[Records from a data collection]
-- -- --

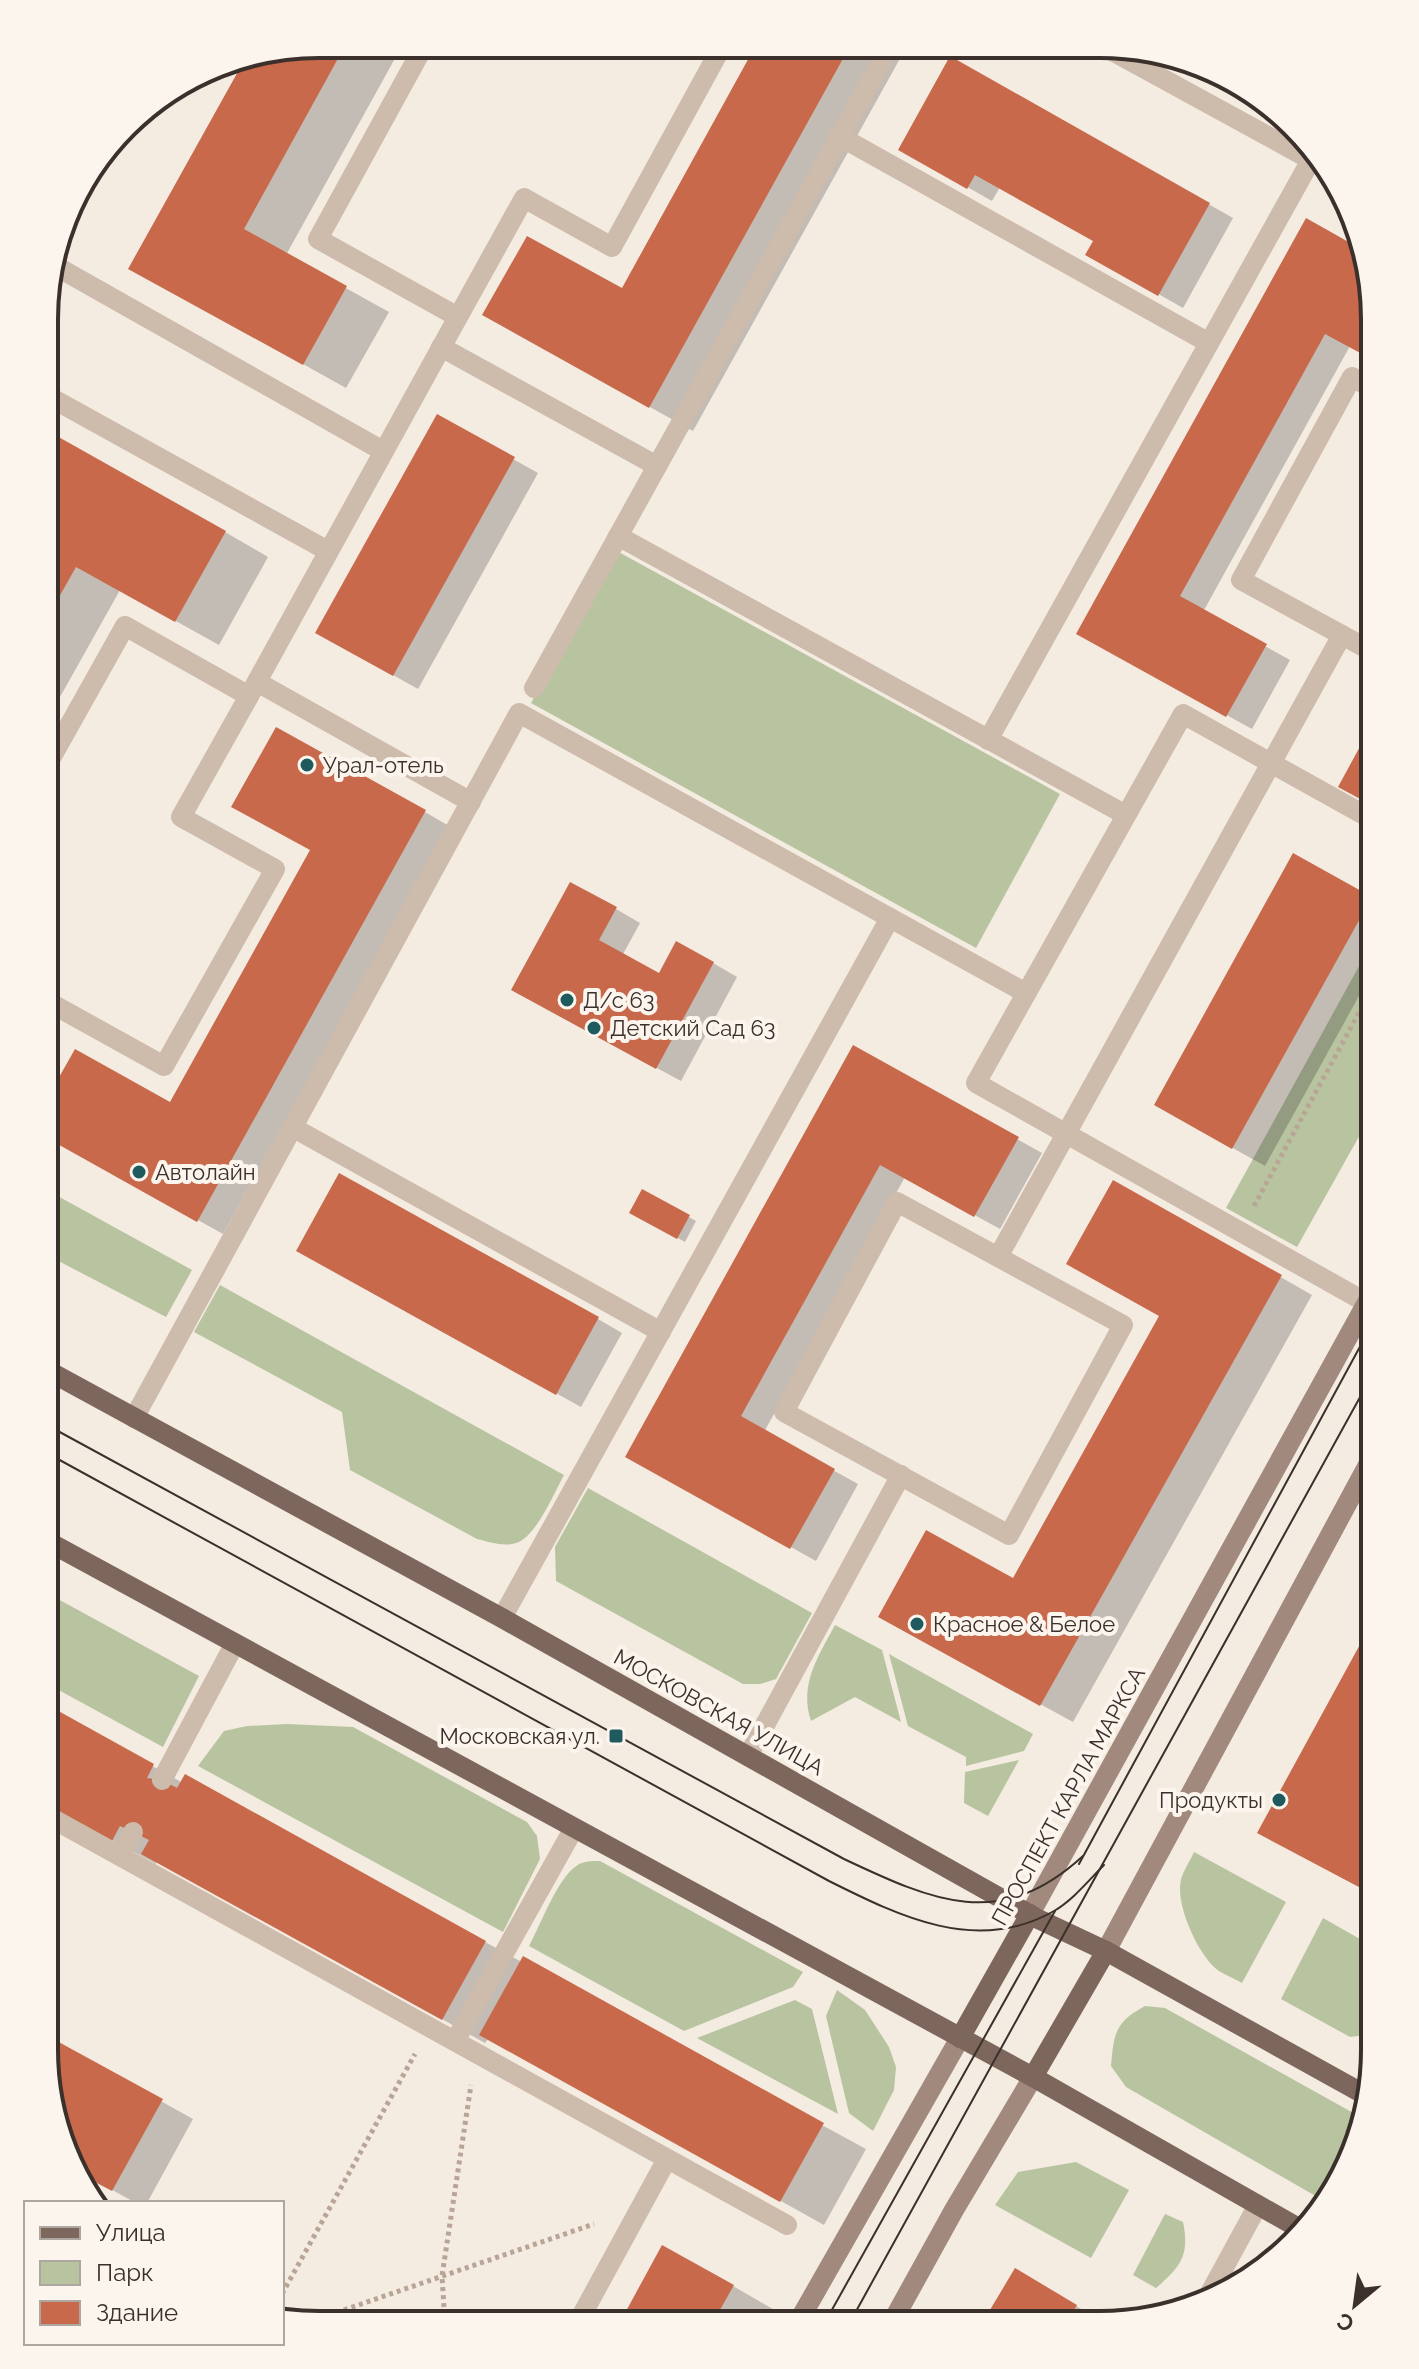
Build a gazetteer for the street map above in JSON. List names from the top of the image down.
{
  "streets": {
    "main road": ["МОСКОВСКАЯ УЛИЦА", "ПРОСПЕКТ КАРЛА МАРКСА"]
  },
  "crossings": [
    ["МОСКОВСКАЯ УЛИЦА", "ПРОСПЕКТ КАРЛА МАРКСА"]
  ],
  "places": {
    "other": [
      "Урал-отель",
      "Д/с 63",
      "Детский Сад 63",
      "Автолайн",
      "Красное & Белое",
      "Продукты"
    ],
    "transit": ["Московская ул."]
  },
  "legend": ["Улица", "Парк", "Здание"],
  "north": "bottom left"
}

-- -- --

__Your task__
Give every line of the data above again as it stands; the pictures stay out.

__Reply to the exercise__
Build a gazetteer for the street map above in JSON. List names from the top of the image down.
{
  "streets": {
    "main road": ["МОСКОВСКАЯ УЛИЦА", "ПРОСПЕКТ КАРЛА МАРКСА"]
  },
  "crossings": [
    ["МОСКОВСКАЯ УЛИЦА", "ПРОСПЕКТ КАРЛА МАРКСА"]
  ],
  "places": {
    "other": [
      "Урал-отель",
      "Д/с 63",
      "Детский Сад 63",
      "Автолайн",
      "Красное & Белое",
      "Продукты"
    ],
    "transit": ["Московская ул."]
  },
  "legend": ["Улица", "Парк", "Здание"],
  "north": "bottom left"
}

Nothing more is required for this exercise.